The blurb focuses on the two central characters in the novel; Marie-Laure Leblanc is a young blind girl living with her locksmith father in Paris. Werner Pfennig is a German orphan with a feverish interest in science and a natural knack for fixing radios; his talent affords him the opportunity to enter a National Political Institute of Education, a military academy. When war breaks out, the Leblanc  leave the city to make for firstly Evreux, then St Malo on the Northern coast of France. Werner continues his training and is sent to war, using mathematical and practical skills to track down enemy broadcasters. The teenagers’ lives intersect for a short, but unforgettable space in time.

Although I penned that sketchy synopsis, you could have discovered one for yourself online; but what a book-jacket can’t convey as well is how Doerr’s writing draws you in, as if you are a fly caught in an intricate web. There are threads which lead you further and further into the centre of the story, nothing is insignificant, no details are wasted, until everything pulls together into a tight pattern. Doerr evokes the magic of childhood imagination as Etienne flies with Marie-Laure on the Magical Couch, the courage of resistance as Mme Manec joins with other Malouins to undermine the enemy, the pull of the sea, humour, comradeship and so much more.

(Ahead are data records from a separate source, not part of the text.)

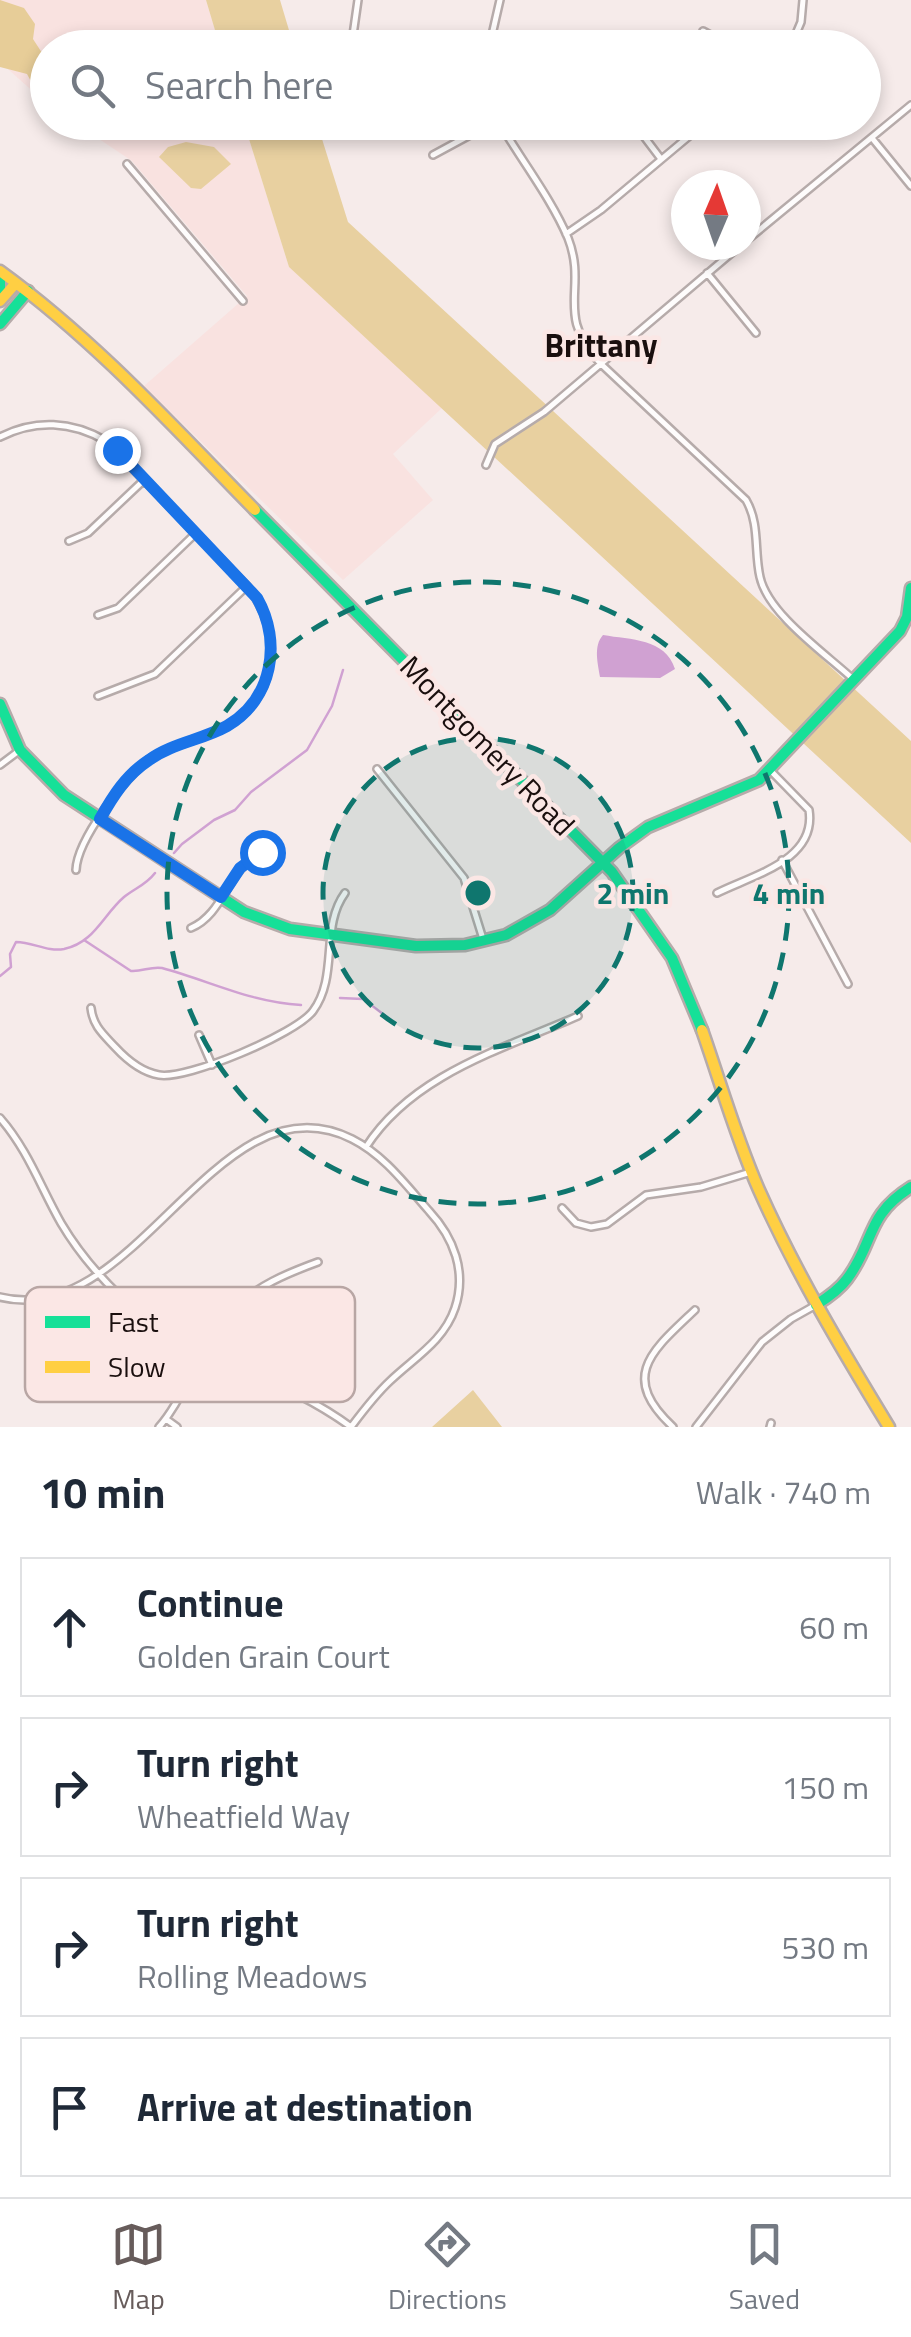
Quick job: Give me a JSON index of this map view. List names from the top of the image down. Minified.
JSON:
{"streets":{"main road":["Montgomery Road"]},"districts":["Brittany"],"legend":["Fast","Slow"],"north":"top","page":{"search":"Search here","heading":["10 min","Walk · 740 m"],"list":[["Continue","Golden Grain Court","60 m"],["Turn right","Wheatfield Way","150 m"],["Turn right","Rolling Meadows","530 m"],"Arrive at destination"],"nav":["Map","Directions","Saved"]},"rings":["2 min","4 min"]}
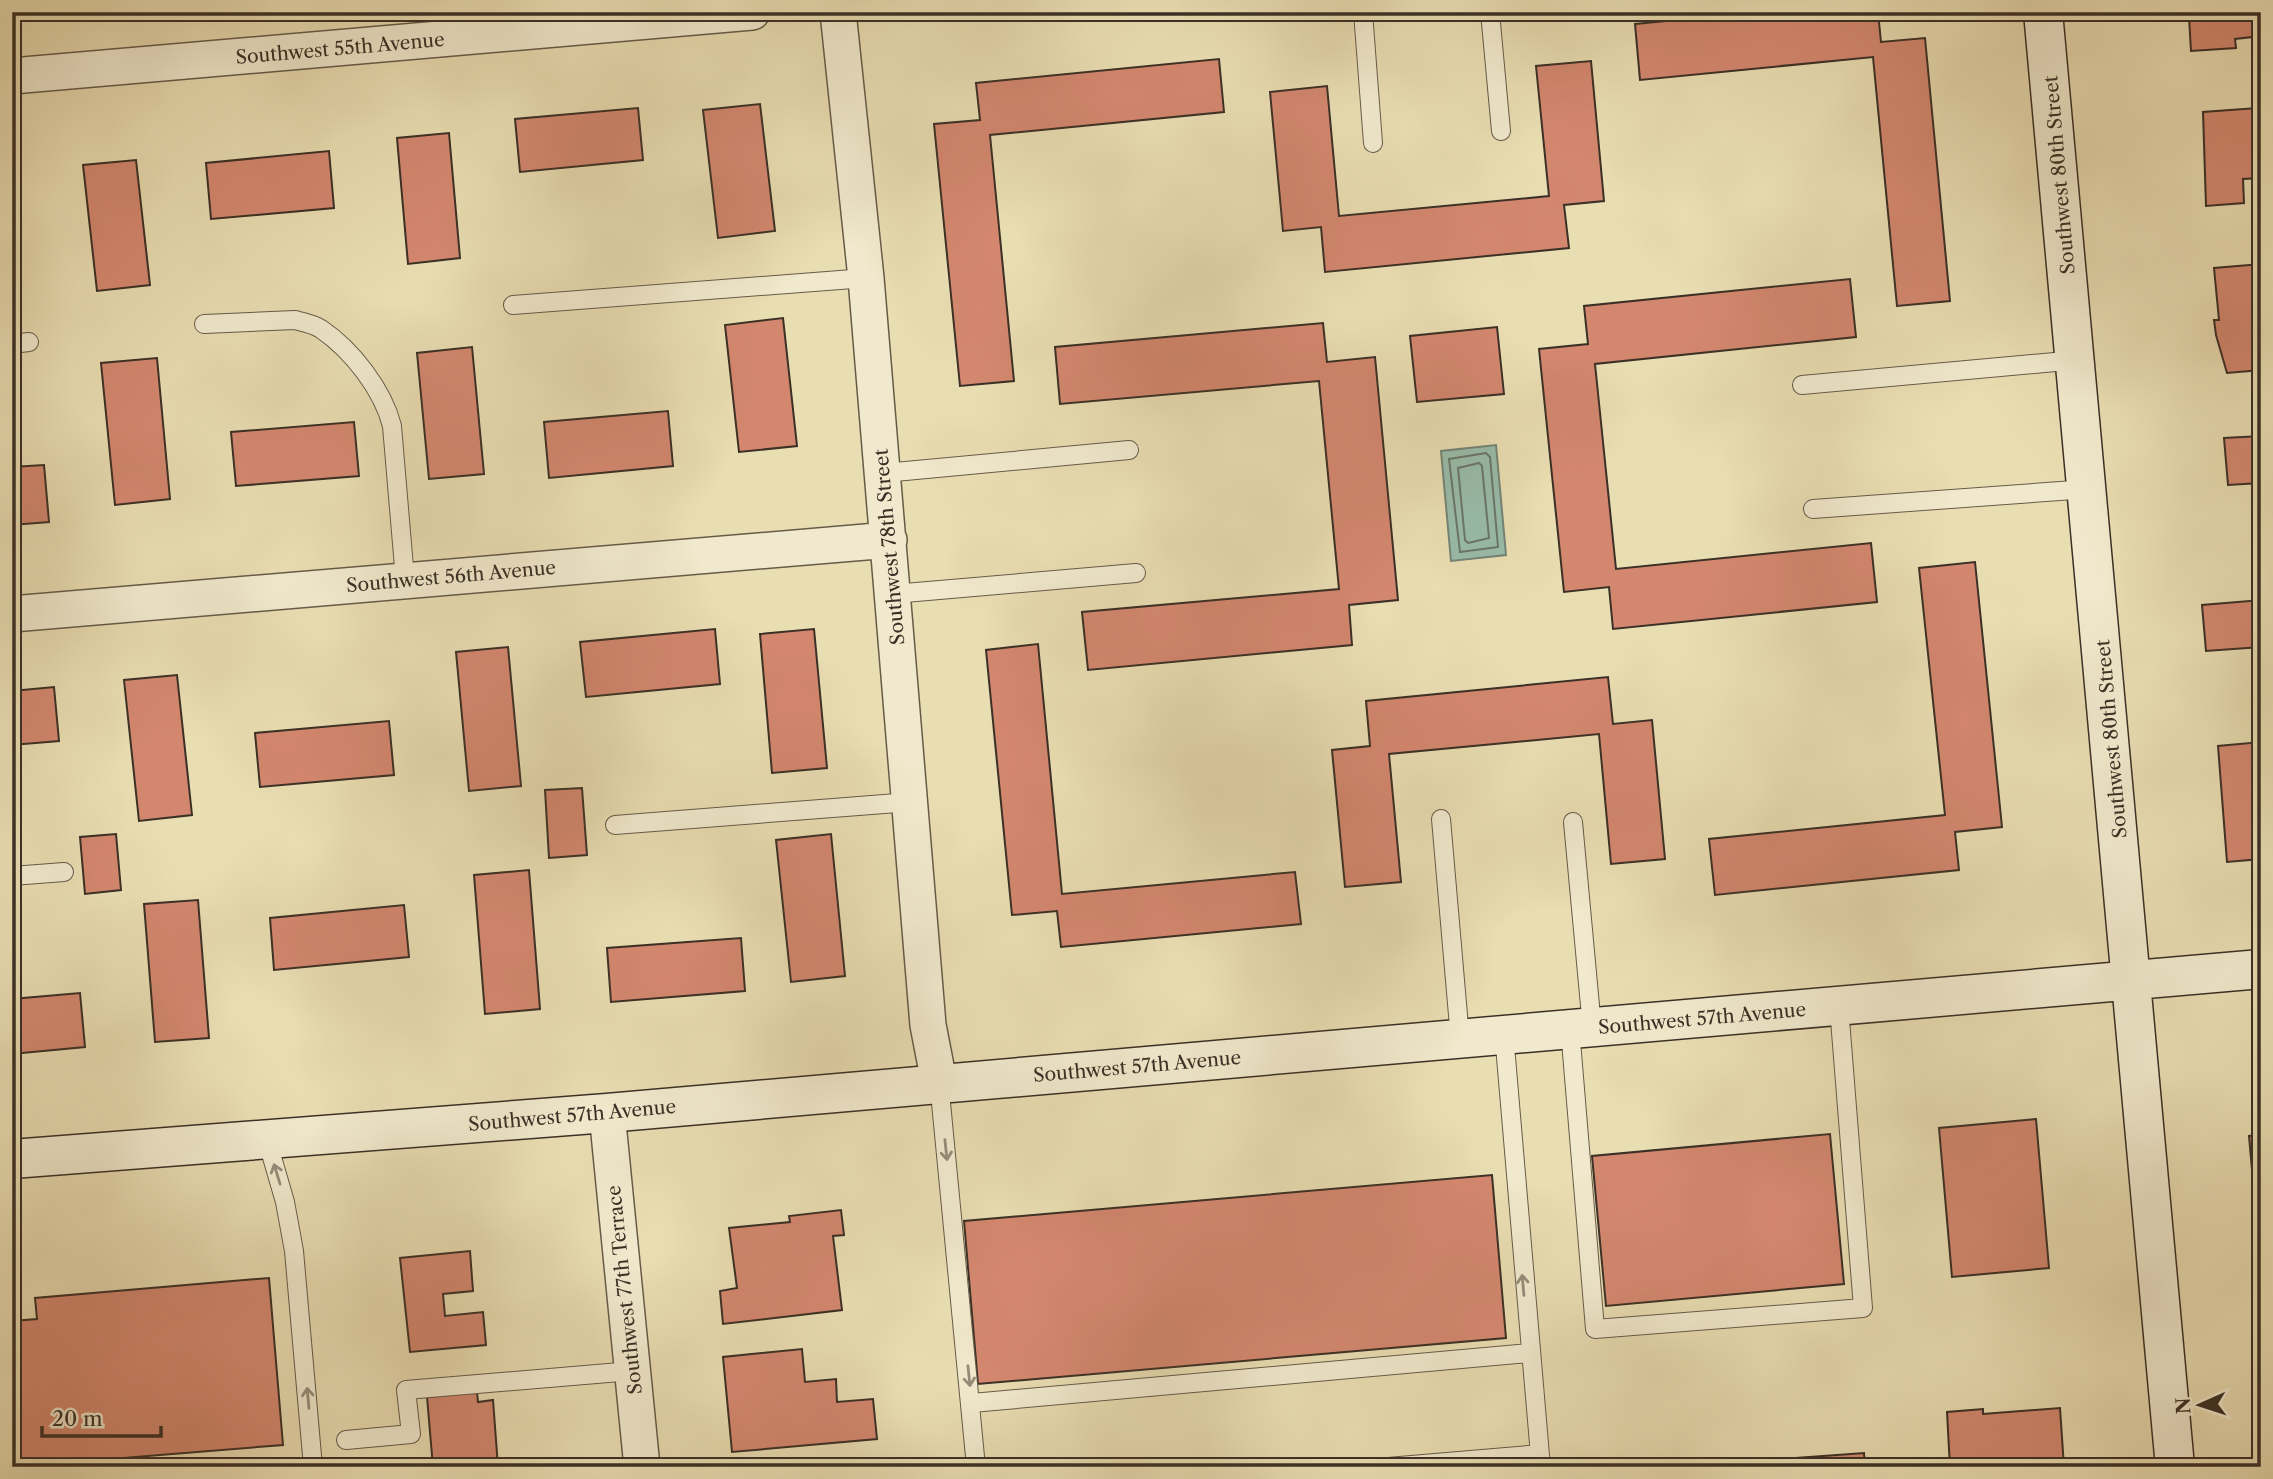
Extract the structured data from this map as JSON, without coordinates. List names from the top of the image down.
{
  "streets": {
    "main road": ["Southwest 80th Street", "Southwest 57th Avenue"],
    "street": [
      "Southwest 55th Avenue",
      "Southwest 78th Street",
      "Southwest 56th Avenue",
      "Southwest 77th Terrace"
    ]
  },
  "crossings": [
    ["Southwest 80th Street", "Southwest 57th Avenue"],
    ["Southwest 78th Street", "Southwest 56th Avenue"],
    ["Southwest 78th Street", "Southwest 57th Avenue"],
    ["Southwest 57th Avenue", "Southwest 77th Terrace"]
  ],
  "scale_bar": "20 m",
  "north": "left"
}
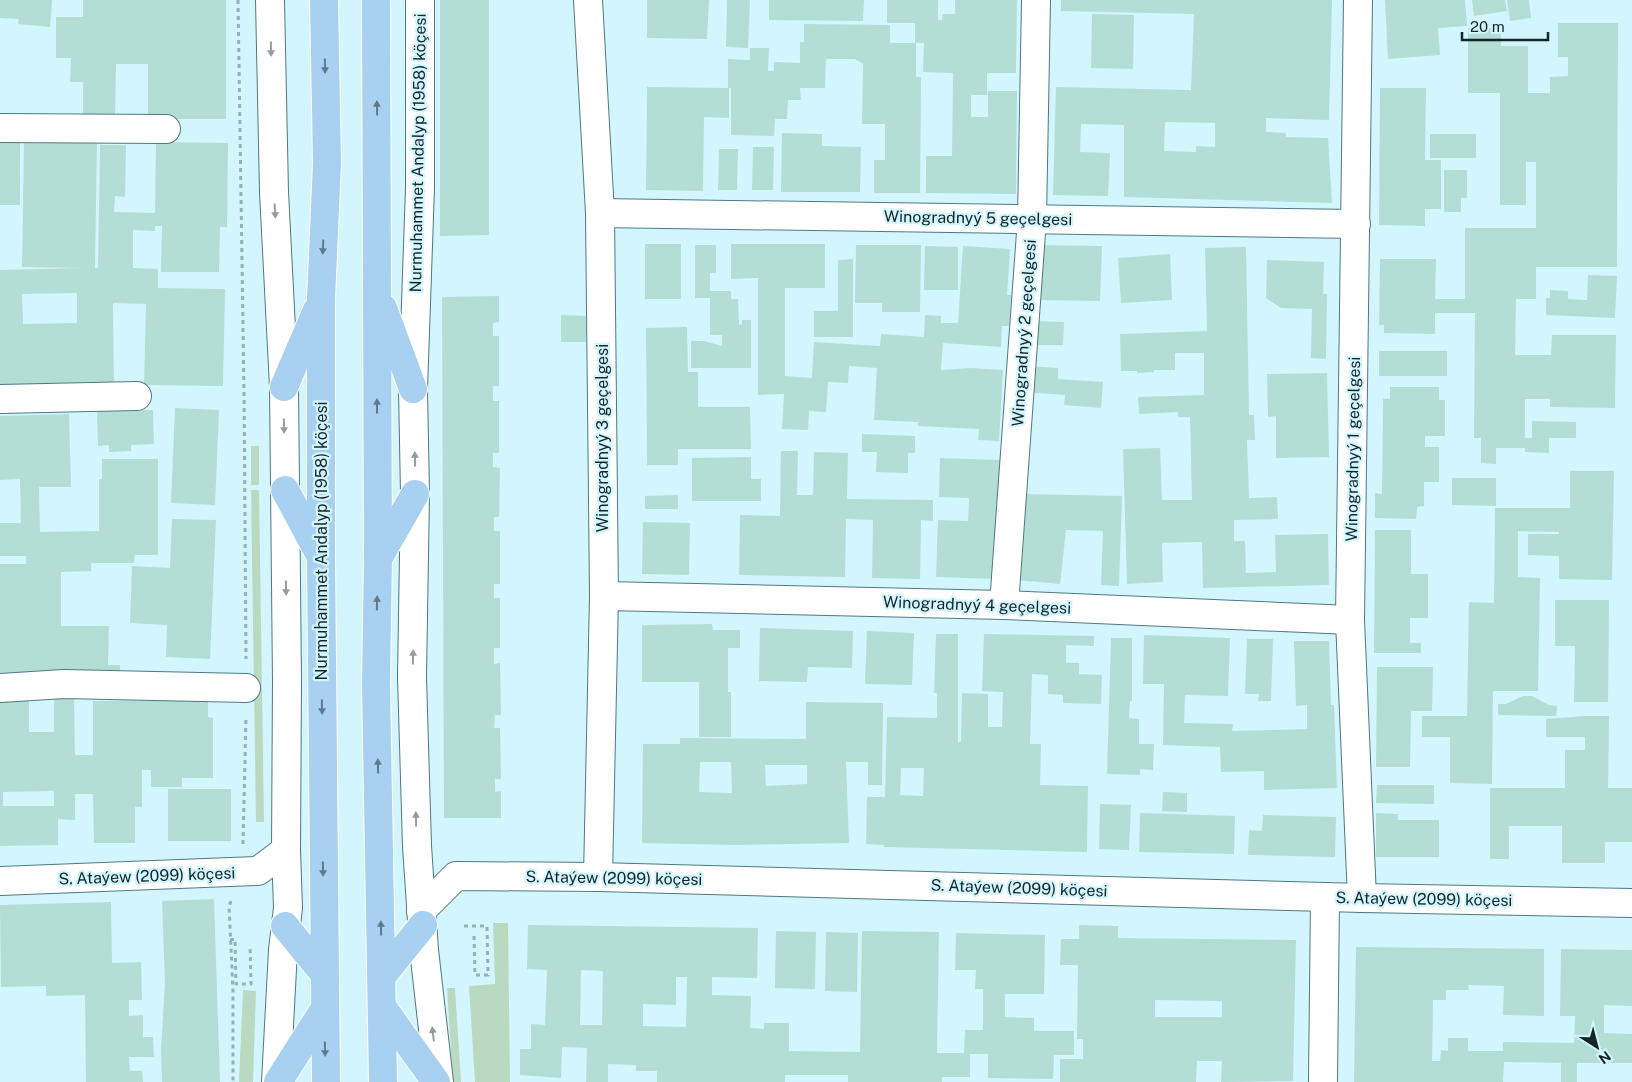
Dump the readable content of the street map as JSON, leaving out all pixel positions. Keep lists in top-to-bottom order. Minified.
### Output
{"streets":{"main road":["Nurmuhammet Andalyp (1958) köçesi"],"street":["Winogradnyý 5 geçelgesi","Winogradnyý 2 geçelgesi","Winogradnyý 3 geçelgesi","Winogradnyý 1 geçelgesi","Winogradnyý 4 geçelgesi","S. Ataýew (2099) köçesi"]},"crossings":[["Winogradnyý 5 geçelgesi","Winogradnyý 2 geçelgesi"],["Winogradnyý 5 geçelgesi","Winogradnyý 3 geçelgesi"],["Winogradnyý 5 geçelgesi","Winogradnyý 1 geçelgesi"],["Winogradnyý 2 geçelgesi","Winogradnyý 4 geçelgesi"],["Winogradnyý 3 geçelgesi","Winogradnyý 4 geçelgesi"],["Winogradnyý 3 geçelgesi","S. Ataýew (2099) köçesi"],["Winogradnyý 1 geçelgesi","Winogradnyý 4 geçelgesi"],["Winogradnyý 1 geçelgesi","S. Ataýew (2099) köçesi"]],"scale_bar":"20 m","north":"bottom right"}
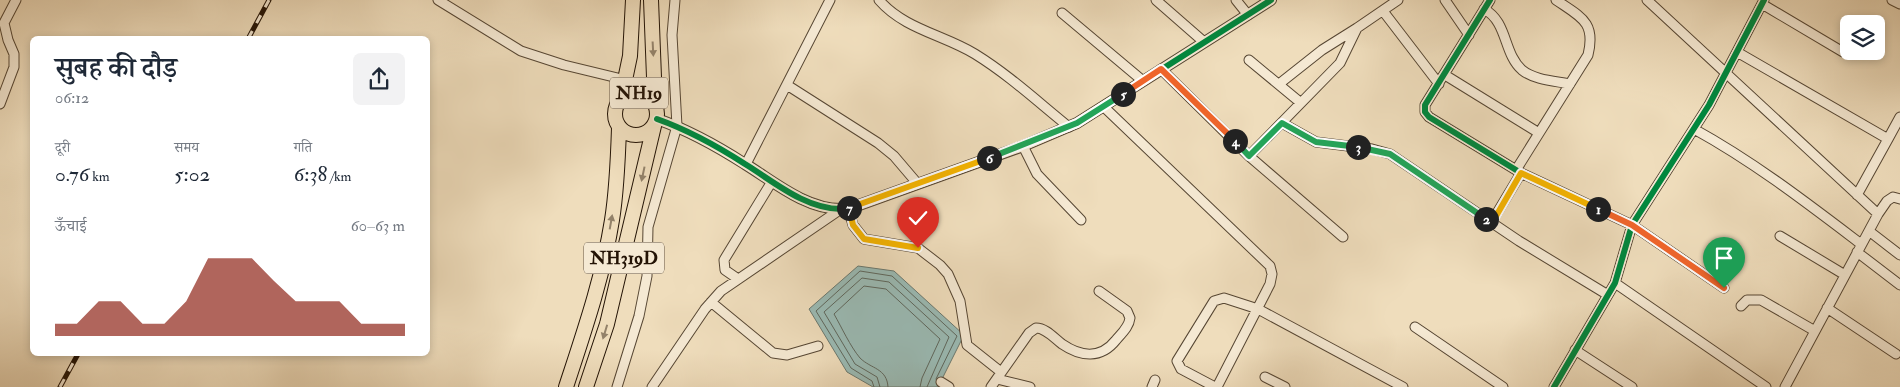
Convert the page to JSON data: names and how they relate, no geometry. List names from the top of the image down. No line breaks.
{"streets":{"highway":["NH19","NH319D"]},"crossings":[["NH19","NH319D"]],"page":{"heading":["सुबह की दौड़","06:12"],"pins":["5","4","3","6","7","1","2"],"stats":[["दूरी","0.76 km"],["समय","5:02"],["गति","6:38 /km"]],"chart":["ऊँचाई","60–63 m"]}}
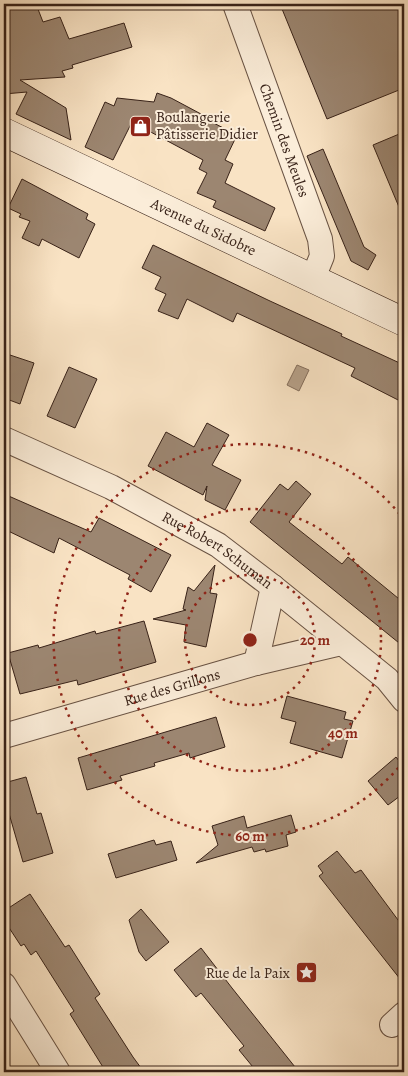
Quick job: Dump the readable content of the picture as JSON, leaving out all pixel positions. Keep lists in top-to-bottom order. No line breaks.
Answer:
{"streets":{"main road":["Avenue du Sidobre"],"street":["Chemin des Meules","Rue Robert Schuman","Rue des Grillons"]},"crossings":[["Chemin des Meules","Avenue du Sidobre"],["Rue Robert Schuman","Rue des Grillons"]],"places":{"shop":["Boulangerie Pâtisserie Didier"],"place":["Rue de la Paix"]},"rings":["20 m","40 m","60 m"]}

And what about the title? What are the lights we cannot see? Both Marie-Laure and Werner find themselves trapped in darkness but are inspired and courageous nevertheless. The beacons which guide them through the blackness cannot be seen, but still shine brightly; love, hope, friendship, belief, bravery – all of these can lead us out of the gloom.

Writing about this book has focused my mind more carefully on what I am doing here on this blog than probably any of  the other works I have reviewed. If you want to know what a book is about, probably best to look on Waterstones website and read a synopsis, but if you are looking for a recommendation for a book you might enjoy – read this one!